• **Instructions for the task**
Repeat the entries below exactly. Begin with the first line and end with the line that contains "const poly = rows".

*** Supplied information ***

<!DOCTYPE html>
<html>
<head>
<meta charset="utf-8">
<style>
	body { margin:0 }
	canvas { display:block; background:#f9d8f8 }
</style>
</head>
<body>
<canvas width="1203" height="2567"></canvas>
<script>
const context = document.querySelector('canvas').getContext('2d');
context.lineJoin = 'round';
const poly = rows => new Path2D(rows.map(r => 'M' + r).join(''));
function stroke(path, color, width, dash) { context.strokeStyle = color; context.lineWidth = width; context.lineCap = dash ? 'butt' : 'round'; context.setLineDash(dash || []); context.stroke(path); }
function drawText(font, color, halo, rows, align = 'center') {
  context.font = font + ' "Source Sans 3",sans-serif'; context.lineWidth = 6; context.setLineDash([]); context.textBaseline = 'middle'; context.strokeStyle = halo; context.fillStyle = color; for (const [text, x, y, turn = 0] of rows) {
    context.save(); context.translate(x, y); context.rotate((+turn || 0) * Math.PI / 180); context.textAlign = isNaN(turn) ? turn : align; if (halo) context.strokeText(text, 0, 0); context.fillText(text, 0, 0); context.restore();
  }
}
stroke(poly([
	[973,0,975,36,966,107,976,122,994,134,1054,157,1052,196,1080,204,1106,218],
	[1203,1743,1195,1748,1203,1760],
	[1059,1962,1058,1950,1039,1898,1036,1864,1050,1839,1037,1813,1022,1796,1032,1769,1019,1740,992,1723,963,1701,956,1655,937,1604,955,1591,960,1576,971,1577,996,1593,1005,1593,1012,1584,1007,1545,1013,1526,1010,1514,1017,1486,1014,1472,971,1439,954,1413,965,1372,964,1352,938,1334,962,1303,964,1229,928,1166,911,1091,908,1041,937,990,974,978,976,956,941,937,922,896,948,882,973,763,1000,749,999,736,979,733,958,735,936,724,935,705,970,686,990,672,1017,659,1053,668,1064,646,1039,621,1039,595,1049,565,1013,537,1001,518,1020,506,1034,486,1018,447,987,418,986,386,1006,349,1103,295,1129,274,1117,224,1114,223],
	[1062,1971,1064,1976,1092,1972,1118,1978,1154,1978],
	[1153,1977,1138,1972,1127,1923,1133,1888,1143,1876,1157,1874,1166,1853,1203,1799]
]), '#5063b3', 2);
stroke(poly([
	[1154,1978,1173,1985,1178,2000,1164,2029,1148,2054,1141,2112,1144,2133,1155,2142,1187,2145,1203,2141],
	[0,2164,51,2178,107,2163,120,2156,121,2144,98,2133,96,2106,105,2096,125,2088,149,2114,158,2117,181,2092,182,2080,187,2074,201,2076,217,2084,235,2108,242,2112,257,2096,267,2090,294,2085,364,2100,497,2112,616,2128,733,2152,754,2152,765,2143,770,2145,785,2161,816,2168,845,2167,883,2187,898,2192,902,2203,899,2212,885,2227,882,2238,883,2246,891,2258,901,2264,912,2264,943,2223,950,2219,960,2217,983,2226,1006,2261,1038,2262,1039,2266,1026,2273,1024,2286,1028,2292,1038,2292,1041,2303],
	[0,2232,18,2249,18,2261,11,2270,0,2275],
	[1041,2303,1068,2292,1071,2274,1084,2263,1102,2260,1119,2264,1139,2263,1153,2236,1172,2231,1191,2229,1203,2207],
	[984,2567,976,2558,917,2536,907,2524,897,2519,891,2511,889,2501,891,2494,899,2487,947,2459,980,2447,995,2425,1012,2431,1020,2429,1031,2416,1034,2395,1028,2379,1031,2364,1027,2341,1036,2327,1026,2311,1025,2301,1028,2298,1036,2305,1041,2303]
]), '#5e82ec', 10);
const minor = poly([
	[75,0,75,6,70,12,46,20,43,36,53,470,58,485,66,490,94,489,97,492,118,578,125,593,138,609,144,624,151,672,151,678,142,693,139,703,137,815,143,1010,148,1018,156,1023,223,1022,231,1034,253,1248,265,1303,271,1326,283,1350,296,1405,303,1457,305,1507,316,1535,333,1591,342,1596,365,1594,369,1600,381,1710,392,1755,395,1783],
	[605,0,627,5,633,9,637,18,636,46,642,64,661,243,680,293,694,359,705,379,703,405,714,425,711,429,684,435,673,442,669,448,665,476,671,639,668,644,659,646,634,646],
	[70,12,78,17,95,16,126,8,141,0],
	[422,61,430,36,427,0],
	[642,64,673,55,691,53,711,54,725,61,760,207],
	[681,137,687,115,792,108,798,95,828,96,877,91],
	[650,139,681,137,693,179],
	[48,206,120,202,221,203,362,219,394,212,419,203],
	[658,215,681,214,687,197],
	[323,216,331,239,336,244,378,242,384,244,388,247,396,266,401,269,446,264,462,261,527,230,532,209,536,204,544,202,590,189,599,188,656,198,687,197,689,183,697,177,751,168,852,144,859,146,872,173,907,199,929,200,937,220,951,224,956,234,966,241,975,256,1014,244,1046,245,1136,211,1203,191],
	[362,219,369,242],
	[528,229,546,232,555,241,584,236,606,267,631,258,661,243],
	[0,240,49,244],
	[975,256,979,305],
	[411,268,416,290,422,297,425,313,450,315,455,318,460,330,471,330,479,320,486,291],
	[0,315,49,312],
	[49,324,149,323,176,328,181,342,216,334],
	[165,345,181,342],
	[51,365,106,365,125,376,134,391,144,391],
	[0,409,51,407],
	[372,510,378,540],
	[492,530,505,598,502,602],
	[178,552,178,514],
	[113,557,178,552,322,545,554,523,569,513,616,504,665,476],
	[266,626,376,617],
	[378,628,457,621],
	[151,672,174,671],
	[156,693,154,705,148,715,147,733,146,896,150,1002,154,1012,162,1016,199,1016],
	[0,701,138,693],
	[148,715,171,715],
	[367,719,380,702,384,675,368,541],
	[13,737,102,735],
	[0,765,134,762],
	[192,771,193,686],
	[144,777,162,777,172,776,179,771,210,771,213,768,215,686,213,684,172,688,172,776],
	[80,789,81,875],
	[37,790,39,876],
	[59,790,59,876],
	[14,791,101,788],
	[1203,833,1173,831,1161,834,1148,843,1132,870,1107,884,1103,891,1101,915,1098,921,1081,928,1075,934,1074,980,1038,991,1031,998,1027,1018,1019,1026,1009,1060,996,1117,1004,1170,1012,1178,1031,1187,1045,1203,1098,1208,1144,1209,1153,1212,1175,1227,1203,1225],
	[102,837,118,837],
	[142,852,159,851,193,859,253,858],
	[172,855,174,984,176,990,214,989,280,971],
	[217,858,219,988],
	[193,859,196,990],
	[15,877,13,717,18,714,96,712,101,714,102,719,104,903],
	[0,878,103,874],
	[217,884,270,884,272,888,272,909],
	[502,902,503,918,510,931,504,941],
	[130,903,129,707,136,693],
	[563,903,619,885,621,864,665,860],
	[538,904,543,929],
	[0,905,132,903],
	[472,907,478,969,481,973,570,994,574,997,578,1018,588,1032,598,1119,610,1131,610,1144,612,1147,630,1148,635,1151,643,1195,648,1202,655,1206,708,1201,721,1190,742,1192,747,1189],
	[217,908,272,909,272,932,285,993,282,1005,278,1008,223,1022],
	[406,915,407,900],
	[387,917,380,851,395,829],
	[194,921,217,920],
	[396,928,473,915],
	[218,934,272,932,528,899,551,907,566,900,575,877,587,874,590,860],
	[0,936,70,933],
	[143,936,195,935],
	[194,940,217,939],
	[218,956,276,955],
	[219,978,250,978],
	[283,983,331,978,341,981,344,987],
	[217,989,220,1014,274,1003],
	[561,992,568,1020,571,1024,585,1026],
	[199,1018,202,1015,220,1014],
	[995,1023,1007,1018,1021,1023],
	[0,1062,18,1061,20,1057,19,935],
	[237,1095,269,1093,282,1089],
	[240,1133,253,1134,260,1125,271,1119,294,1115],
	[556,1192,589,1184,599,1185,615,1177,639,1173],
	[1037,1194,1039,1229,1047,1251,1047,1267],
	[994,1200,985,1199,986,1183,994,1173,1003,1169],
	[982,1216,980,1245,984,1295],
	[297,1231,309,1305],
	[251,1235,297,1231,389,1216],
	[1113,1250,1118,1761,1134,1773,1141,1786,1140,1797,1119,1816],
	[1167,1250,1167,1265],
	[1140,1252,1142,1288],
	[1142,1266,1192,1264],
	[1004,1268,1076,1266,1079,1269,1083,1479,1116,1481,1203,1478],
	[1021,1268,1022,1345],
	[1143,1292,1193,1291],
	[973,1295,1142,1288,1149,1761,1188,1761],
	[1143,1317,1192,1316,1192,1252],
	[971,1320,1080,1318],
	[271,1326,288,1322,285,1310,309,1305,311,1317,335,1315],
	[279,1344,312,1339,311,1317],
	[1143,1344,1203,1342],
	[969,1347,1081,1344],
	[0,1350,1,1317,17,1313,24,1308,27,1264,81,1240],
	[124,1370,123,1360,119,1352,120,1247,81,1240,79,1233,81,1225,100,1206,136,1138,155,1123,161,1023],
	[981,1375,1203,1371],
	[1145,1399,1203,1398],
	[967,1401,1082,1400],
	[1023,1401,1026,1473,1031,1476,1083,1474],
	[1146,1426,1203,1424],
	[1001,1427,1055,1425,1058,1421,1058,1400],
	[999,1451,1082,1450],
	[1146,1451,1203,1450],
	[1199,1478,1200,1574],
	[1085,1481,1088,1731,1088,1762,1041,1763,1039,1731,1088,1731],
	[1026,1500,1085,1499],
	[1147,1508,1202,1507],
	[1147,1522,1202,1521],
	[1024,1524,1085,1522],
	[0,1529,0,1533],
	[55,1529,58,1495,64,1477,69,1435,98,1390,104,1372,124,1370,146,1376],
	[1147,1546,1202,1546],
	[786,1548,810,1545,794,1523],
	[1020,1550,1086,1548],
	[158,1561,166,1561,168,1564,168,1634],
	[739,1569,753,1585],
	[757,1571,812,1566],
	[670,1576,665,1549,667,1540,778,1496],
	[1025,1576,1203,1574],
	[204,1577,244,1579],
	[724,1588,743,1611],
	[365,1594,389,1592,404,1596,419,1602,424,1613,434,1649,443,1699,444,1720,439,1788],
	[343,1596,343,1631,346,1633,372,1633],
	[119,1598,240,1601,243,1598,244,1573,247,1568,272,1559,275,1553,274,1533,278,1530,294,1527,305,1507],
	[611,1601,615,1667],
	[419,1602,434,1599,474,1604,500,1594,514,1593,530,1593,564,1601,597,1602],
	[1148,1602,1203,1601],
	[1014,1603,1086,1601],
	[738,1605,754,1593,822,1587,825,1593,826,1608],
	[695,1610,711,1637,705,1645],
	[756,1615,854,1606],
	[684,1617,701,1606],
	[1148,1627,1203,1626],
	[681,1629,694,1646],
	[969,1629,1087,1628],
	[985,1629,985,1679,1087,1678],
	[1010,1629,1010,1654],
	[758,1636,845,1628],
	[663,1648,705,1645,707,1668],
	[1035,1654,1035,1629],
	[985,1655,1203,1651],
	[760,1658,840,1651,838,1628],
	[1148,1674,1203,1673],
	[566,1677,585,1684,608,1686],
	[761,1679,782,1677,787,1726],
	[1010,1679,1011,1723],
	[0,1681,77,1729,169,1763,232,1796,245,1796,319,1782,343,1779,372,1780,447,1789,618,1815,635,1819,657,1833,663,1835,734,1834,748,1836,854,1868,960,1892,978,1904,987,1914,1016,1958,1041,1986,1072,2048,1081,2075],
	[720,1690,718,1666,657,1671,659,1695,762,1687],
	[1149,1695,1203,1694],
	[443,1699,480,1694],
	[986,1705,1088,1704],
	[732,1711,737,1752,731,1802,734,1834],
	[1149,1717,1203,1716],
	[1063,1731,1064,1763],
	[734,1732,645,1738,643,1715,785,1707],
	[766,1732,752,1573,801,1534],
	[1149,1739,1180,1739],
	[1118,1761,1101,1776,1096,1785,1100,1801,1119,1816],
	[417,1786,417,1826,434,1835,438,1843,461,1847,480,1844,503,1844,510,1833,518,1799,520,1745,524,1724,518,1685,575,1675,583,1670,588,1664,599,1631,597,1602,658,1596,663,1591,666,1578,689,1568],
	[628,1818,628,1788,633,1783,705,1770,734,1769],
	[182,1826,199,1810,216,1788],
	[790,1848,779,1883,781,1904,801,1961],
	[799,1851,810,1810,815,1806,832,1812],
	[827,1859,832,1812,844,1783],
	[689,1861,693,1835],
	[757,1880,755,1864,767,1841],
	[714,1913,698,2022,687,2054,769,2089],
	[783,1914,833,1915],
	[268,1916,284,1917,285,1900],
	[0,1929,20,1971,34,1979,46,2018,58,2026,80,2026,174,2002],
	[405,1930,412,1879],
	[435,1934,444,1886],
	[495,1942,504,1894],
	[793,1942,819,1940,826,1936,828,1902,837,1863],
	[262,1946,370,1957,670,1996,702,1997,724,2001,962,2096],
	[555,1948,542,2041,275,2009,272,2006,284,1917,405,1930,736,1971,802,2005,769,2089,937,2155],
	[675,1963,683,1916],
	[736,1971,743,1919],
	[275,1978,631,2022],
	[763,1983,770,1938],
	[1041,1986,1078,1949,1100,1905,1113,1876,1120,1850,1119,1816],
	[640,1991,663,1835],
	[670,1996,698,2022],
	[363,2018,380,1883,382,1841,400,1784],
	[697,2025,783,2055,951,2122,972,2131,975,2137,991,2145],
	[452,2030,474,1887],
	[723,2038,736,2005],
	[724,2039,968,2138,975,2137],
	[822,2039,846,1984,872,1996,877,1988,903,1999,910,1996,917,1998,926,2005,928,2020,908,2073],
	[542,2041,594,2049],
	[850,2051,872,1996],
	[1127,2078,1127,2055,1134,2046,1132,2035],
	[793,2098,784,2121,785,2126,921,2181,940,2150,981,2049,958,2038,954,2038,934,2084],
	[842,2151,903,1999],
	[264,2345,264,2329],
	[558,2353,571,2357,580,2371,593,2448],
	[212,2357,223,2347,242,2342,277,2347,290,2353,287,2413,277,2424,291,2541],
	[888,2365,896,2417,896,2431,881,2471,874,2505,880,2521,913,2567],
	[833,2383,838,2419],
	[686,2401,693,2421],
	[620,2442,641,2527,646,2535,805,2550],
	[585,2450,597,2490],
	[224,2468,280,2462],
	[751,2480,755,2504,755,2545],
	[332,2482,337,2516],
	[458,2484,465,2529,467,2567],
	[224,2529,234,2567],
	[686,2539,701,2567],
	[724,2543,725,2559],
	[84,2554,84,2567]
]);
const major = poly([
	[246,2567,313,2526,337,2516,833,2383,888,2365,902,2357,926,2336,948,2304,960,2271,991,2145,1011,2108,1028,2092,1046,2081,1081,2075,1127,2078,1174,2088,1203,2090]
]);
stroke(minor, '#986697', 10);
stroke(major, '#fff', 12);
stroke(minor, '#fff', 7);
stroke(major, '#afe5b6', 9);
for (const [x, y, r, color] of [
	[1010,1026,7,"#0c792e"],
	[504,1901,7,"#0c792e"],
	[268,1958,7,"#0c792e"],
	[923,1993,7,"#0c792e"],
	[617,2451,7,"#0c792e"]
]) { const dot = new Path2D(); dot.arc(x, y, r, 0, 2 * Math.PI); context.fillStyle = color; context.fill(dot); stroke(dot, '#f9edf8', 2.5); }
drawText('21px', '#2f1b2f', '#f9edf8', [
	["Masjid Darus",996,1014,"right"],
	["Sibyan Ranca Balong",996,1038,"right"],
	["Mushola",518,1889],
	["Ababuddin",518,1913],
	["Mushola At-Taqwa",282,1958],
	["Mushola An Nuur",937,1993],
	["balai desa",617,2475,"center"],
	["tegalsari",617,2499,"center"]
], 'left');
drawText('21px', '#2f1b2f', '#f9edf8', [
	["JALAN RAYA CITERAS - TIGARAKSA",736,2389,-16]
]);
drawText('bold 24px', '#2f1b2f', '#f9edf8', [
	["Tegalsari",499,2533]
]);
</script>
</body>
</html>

***

• **Answer for the task**
<!DOCTYPE html>
<html>
<head>
<meta charset="utf-8">
<style>
	body { margin:0 }
	canvas { display:block; background:#f9d8f8 }
</style>
</head>
<body>
<canvas width="1203" height="2567"></canvas>
<script>
const context = document.querySelector('canvas').getContext('2d');
context.lineJoin = 'round';
const poly = rows => new Path2D(rows.map(r => 'M' + r).join(''));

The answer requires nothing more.